Erwin Lanuza of the League of Local Government Unit Employees (LEAGUE) said that amid the series of salary standardization in the previous administration, they only received a fraction of what their counterpart in the national government received. The salary of employees in the local government units (LGU) is dependent on the financial capacity of the LGUs.
Lanuza said most LGU employees will only receive 65 percent of the salary increase provided in SSL 4. He said LGU employees have also been denied of the salary differentials under the SSL 3 enacted under the administration of then President Gloria Macapagal-Arroyo.
He, too, lamented how dedicated government employees are not well-compensated.
“A government employee goes to work every day, even if he or she is not feeling well. Rain or shine, they go to their designated work stations or in communities in far-flung areas to provide public service. And yet, we only get a measly salary,” he said.
Lanuza slammed the proposed P2,000 ($42) increase in salary grade 1 or entry level rank-and-file employee. This means that the P9,000 ($188) salary of a rank and file employee will increase to P11,000 ($230). “Then they will give the increase in tranches, in four years. Where is justice there?” he asked.
The P9,000 salary for rank-and-file employee would even be lower for rank-and-file employees in poor municipalities, he added.
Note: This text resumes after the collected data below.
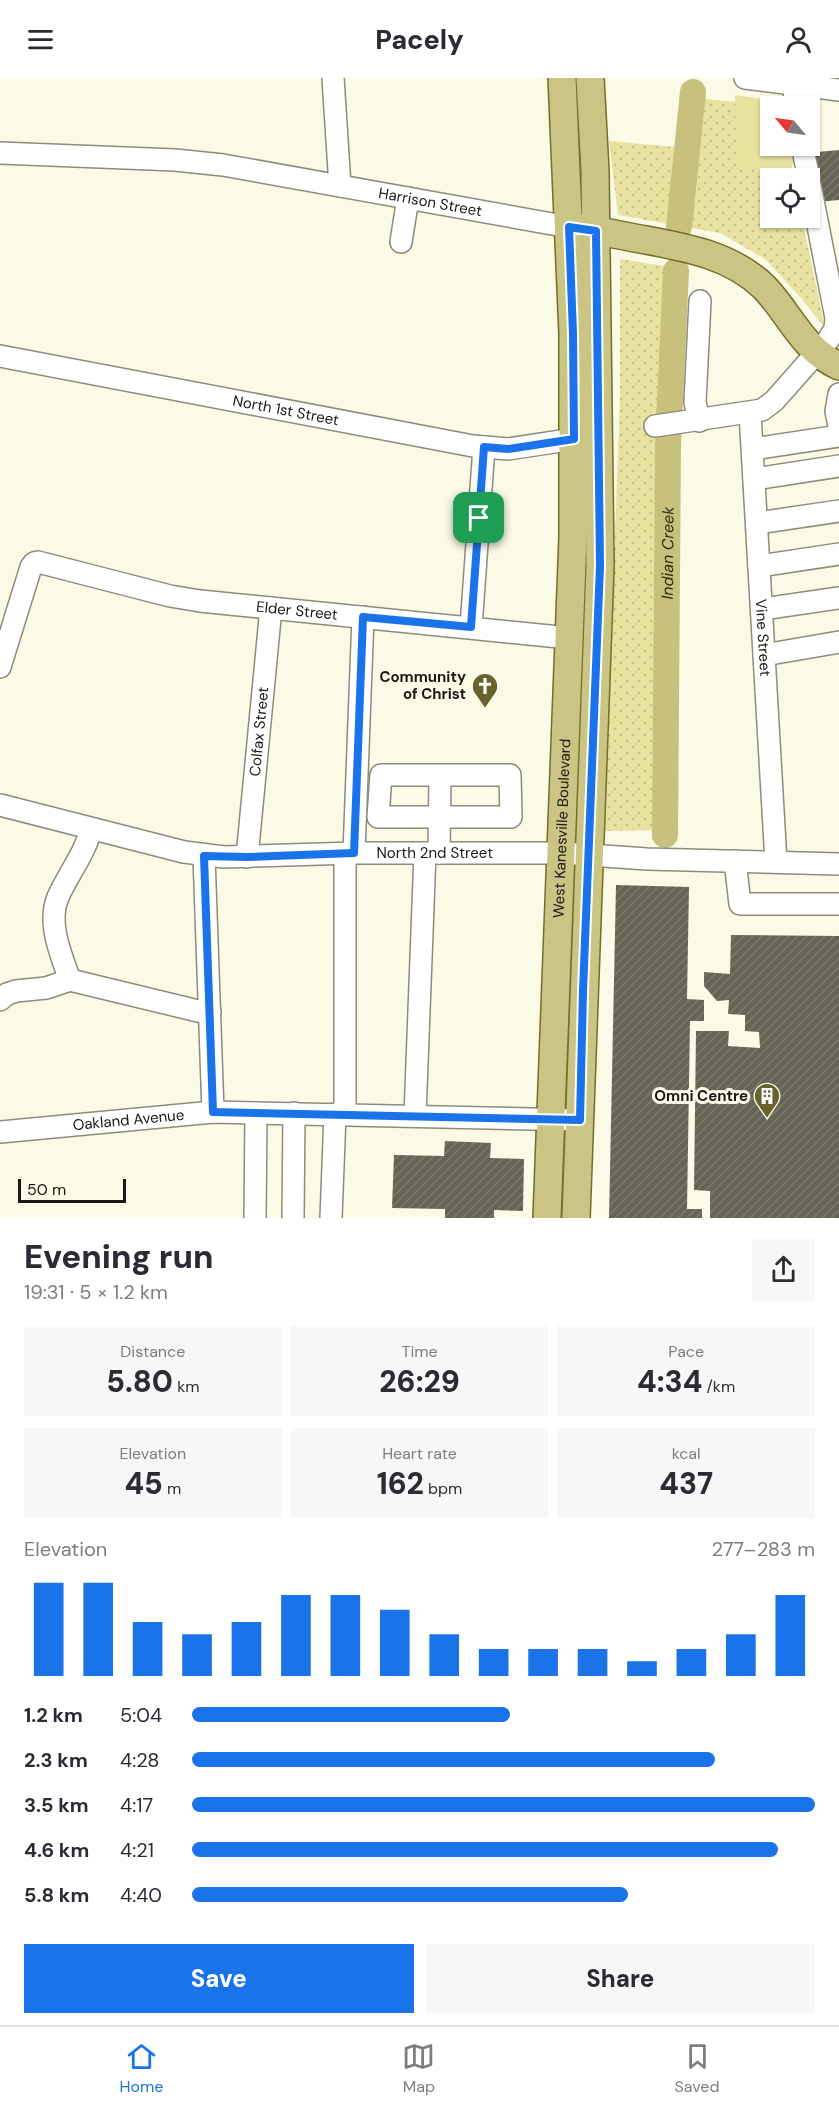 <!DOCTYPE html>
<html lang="en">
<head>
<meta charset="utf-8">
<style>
  body { margin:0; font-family:"DM Sans",sans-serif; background:#f7f7f7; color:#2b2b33; height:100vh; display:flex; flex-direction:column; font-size:22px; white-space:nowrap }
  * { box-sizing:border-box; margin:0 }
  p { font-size:20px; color:#7c7c81 }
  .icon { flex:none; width:33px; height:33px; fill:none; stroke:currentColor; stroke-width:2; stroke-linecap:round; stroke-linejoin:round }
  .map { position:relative; height:1140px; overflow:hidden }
  .sheet { display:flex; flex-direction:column; background:#fff; flex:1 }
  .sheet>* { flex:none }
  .needle { width:39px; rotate:299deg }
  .fabs { position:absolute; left:760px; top:18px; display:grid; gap:12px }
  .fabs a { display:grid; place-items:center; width:60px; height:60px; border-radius:0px; background:#fff; box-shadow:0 2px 4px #0004; font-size:30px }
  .scale { position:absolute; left:18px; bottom:15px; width:108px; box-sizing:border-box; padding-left:6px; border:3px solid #191812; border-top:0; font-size:16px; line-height:21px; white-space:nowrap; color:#191812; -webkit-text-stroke:4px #fbfae6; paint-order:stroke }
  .pin { position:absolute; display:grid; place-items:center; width:51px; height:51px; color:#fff; margin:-26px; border-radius:12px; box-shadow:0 3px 9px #0006 }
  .round { display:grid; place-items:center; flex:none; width:63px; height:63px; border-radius:0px; background:#f7f7f7 }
  .summary { display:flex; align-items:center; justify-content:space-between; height:102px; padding:0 24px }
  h1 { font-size:33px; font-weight:800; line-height:45px }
  .metrics { display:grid; grid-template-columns:repeat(3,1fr); gap:9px; height:102px; padding:6px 24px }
  .metrics div { display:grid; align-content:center; border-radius:0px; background:#f7f7f7; text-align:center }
  .metrics b { font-size:30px; font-weight:800 }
  .metrics small { font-size:16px; font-weight:400 }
  .metrics p { font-size:16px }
  .chart { height:168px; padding:12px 24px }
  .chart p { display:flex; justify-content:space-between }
  .chart svg { width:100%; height:108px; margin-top:6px; stroke:#1a73e8; stroke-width:6 }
  .primary-button { display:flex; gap:12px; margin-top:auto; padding:12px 24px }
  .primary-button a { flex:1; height:69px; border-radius:0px; background:#1a73e8; color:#fff; font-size:24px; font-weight:800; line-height:69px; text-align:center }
  .primary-button a+a { background:#f7f7f7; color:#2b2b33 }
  ul { padding:0 24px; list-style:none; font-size:20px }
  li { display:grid; grid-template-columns:96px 72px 1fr; align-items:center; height:45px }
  li i { height:15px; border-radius:8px; background:#1a73e8 }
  header { display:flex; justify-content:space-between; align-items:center; height:78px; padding:0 24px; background:#fff; font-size:27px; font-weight:800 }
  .tabs { display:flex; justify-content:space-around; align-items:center; height:84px; border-top:2px solid #e1e1e2; background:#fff; font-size:16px; color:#7c7c81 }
  .tabs a { display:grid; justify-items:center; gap:3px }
  .tabs .on { color:#1a73e8 }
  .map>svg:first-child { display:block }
  .grass { fill:url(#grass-dots) }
  .garden { fill:#e8e2a1 }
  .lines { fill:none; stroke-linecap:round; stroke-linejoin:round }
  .river { stroke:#c8c17d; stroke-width:26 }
  .building { fill:url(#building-hatch) }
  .minor-casing { stroke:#8d8c7b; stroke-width:24 }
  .major-casing { stroke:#756e27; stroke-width:30 }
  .minor { stroke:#fff; stroke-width:21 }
  .major { stroke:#cac485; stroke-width:27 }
  .route-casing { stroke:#fff; stroke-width:12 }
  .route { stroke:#1a73e8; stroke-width:8 }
  .labels { text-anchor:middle; stroke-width:6; stroke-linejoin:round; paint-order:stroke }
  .street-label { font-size:15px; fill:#191812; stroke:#fbfae6 }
  .poi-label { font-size:15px; font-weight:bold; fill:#191812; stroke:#fbfae6; text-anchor:end }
  .water-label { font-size:16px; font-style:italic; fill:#2d2a0b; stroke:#fbfae6 }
</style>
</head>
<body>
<header><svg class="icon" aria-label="menu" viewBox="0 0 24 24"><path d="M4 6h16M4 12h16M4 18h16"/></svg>Pacely<svg class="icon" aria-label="person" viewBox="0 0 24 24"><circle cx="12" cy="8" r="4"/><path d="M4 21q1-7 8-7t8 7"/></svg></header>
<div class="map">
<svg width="839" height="1140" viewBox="0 0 839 1140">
  <defs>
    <pattern id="grass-dots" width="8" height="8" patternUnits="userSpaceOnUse" patternTransform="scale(1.5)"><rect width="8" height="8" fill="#e8e2a1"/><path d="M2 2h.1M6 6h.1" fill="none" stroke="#c6c18a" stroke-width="1.8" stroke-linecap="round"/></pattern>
    <pattern id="building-hatch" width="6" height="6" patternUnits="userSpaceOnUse" patternTransform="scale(1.5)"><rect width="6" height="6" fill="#666454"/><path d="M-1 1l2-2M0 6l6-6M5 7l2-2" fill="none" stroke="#7b7a6d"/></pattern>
  </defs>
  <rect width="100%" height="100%" fill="#fbfae6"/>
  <g class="grass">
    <path d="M684 19 779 28H771V68H787L794 100H771V140H802L825 250 801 220 765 181 720 155 618 137 609 63 676 69Z"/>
    <path d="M620 181 683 191 665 333 674 752 604 753 620 321Z"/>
  </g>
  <path class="garden" d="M735 17 787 24 788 28H771V68H795L797 76 792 88 737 90Z"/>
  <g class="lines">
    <g class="river">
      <path d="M679 149 693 14"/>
      <path id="s1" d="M665 757 668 368 676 193"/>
    </g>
  </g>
  <g class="building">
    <path d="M839 72V122L817 124 807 75Z"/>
    <path d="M616 807 689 809 687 921 704 922V943H690L687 1131H702V1140H609Z"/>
    <path d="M731 857 839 858V1140H710V1113L694 1112 696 953H729L728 968 760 970 759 954 745 953V937L728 936 729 922 717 923 704 908V894L730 896Z"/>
    <path d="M445 1063 491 1065 490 1080 524 1081 523 1133 494 1132V1140H445V1131L392 1130 394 1077 444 1078Z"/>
  </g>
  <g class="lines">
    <g class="minor-casing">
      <g id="minor">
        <path d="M333 0 340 108"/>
        <path d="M745 0 839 12"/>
        <path d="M794 6 795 28"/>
        <path d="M802 68 809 100"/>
        <path id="s2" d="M0 75 175 82 223 87 569 149"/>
        <path d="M401 164 408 120"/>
        <path id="s3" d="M0 278 473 368 508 371 574 361"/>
        <path d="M839 316 836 333 839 348"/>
        <path id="s4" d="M750 335 776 784"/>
        <path d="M699 343 695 324 700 223"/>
        <path d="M655 348 762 332 774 323 828 262 835 251 836 240 810 107"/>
        <path d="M753 371 839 358"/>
        <path d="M754 401 839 388"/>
        <path d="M757 445 839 433"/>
        <path d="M759 488 839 476"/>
        <path d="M762 531 839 520"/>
        <path d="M471 549 484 369"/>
        <path d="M764 577 839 564"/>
        <path id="s5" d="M0 589 31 489 34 485 38 484 170 518 200 523 569 560"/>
        <path d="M381 697H510L511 739H378Z"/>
        <path id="s6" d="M0 727 184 774 224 779 354 775H561L647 781 839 786"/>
        <path d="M354 775 363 539"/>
        <path d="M439 775 440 698"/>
        <path d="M345 776V1036"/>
        <path d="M204 778 213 1034"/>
        <path id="s7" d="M247 779 271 530"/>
        <path d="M735 783 740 826H839"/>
        <path d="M70 902C61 877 47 845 58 819 68 796 85 776 91 751"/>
        <path d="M0 922 7 916 16 913 46 910 70 902 198 933 210 934"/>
        <path d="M415 1038 425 775"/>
        <path id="s8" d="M0 1054 213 1034 580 1042"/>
        <path d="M255 1140 256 1035"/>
        <path d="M293 1140 294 1035"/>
        <path d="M331 1140 335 1036"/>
      </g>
    </g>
    <g class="major-casing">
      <g id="major">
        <path d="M578 150C601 153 624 158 646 162 689 170 732 178 764 209 791 237 801 270 839 288"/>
        <path id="s9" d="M547 1140 573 458V256L562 0"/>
        <path d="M576 1140 600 488 595 93 590 0"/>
      </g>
    </g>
    <use href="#minor" class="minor"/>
    <use href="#major" class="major"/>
  </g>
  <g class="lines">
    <g class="route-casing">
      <path id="route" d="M569 149 596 153 600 488 583 913 580 1042 213 1034 204 778 247 779 354 775 363 539 471 549 484 369 508 371 574 361 573 256Z"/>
    </g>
    <use href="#route" class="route"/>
  </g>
  <defs>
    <g id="church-pin" transform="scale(1.35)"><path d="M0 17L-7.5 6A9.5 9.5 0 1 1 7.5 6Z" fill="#67622e" stroke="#fbfae6"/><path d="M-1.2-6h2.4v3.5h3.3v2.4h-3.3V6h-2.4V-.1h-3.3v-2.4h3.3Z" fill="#fff"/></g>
    <g id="building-pin" transform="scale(1.35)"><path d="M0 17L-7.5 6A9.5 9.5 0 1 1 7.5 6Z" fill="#67622e" stroke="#fbfae6"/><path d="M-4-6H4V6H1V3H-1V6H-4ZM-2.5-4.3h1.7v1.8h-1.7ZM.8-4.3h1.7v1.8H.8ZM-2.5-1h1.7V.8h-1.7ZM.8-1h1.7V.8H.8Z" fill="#fff"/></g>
  </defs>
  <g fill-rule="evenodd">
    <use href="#church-pin" x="485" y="608"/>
    <use href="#building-pin" x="767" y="1018"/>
  </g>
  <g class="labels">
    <g class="street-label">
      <text dy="5" stroke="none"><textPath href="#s2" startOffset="434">Harrison Street</textPath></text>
      <text dy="5" stroke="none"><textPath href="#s3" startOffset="291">North 1st Street</textPath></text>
      <text dy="5" stroke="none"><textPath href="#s5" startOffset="378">Elder Street</textPath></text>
      <text dy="5" stroke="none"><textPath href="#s4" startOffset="225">Vine Street</textPath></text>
      <text dy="5" stroke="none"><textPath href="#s7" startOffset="126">Colfax Street</textPath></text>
      <text dy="5" stroke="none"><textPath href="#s9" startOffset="390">West Kanesville Boulevard</textPath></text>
      <text dy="5" stroke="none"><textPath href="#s6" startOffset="441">North 2nd Street</textPath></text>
      <text dy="5" stroke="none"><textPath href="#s8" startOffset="129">Oakland Avenue</textPath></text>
    </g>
    <g class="poi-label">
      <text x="466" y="604">Community<tspan x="466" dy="17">of Christ</tspan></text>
      <text x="748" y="1023">Omni Centre</text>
    </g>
    <g class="water-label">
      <text dy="6" stroke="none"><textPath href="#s1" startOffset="282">Indian Creek</textPath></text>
    </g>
  </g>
</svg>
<div class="fabs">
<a><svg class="needle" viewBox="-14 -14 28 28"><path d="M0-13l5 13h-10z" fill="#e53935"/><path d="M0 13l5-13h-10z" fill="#7c7c81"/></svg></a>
<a><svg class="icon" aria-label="locate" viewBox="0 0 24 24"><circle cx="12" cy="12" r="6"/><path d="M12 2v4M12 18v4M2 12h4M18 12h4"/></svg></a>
</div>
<div class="scale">50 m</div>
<div class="pin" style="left:479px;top:440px;background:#1e9e55"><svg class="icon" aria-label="arrive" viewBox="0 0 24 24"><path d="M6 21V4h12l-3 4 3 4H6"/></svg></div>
</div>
<section class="sheet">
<div class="summary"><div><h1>Evening run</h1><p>19:31 · 5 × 1.2 km</p></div><a class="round"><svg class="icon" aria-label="share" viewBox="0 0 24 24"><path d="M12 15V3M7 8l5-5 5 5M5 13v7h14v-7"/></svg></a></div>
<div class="metrics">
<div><p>Distance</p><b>5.80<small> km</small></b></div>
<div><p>Time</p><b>26:29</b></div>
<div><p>Pace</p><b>4:34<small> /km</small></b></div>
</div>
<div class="metrics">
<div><p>Elevation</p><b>45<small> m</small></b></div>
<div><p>Heart rate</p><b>162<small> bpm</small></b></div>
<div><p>kcal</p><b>437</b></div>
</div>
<div class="chart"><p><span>Elevation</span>277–283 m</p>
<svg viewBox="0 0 160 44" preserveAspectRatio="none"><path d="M5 44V6M15 44V6M25 44V22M35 44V27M45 44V22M55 44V11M65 44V11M75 44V17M85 44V27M95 44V33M105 44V33M115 44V33M125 44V38M135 44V33M145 44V27M155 44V11"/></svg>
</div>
<ul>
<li><b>1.2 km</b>5:04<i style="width:51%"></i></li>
<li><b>2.3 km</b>4:28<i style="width:84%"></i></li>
<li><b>3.5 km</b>4:17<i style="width:100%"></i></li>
<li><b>4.6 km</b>4:21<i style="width:94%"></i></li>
<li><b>5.8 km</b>4:40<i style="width:70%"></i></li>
</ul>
<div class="primary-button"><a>Save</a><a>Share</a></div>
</section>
<nav class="tabs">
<a class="on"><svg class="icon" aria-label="home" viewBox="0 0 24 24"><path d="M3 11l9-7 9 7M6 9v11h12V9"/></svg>Home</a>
<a><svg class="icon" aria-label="map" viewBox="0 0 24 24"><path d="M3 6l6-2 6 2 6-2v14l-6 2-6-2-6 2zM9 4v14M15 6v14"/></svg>Map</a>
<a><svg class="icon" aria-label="saved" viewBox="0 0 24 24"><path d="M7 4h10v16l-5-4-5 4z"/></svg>Saved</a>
</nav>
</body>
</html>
He then challenged government officials. “E kung subukan kaya nilang sila ang mag-ikot sa mga komunidad sa iba’t ibang kapuluan?” (Why don’t they try to go to the communities in different parts of the country?)
He said their demand is P16,000 ($334) national minimum wage for public and private sector. “This is just half of the P30,000 ($627) family living wage, and yet this government can’t give it. How insensitive and heartless can this government be?” Lanuza said.
Vigilance against Plan B
Congress has failed to pass SSL 4 before it went on break for the next four months. Although this favors government employees, COURAGE called on their members to be vigilant and continue to express opposition to the said bill.
Gaite said there are proposals for the President to just issue an Executive Order just so to save his face for vetoing the Social Security System pension hike. “We stressed that we are against this bill and we will not stop in protesting against this,” he said.
“We have no salary increase in more than five years under the Aquino administration but we are not desperate and despondent to accept a pay hike scheme that looks appealing because it is after all a pay increase. But on close scrutiny, the SSL 4 actually offers little, but takes away more from what we already have,” said Santi Dasmariñas Jr., National Federation of Employees Associations in Agriculture (Nafeda) national president.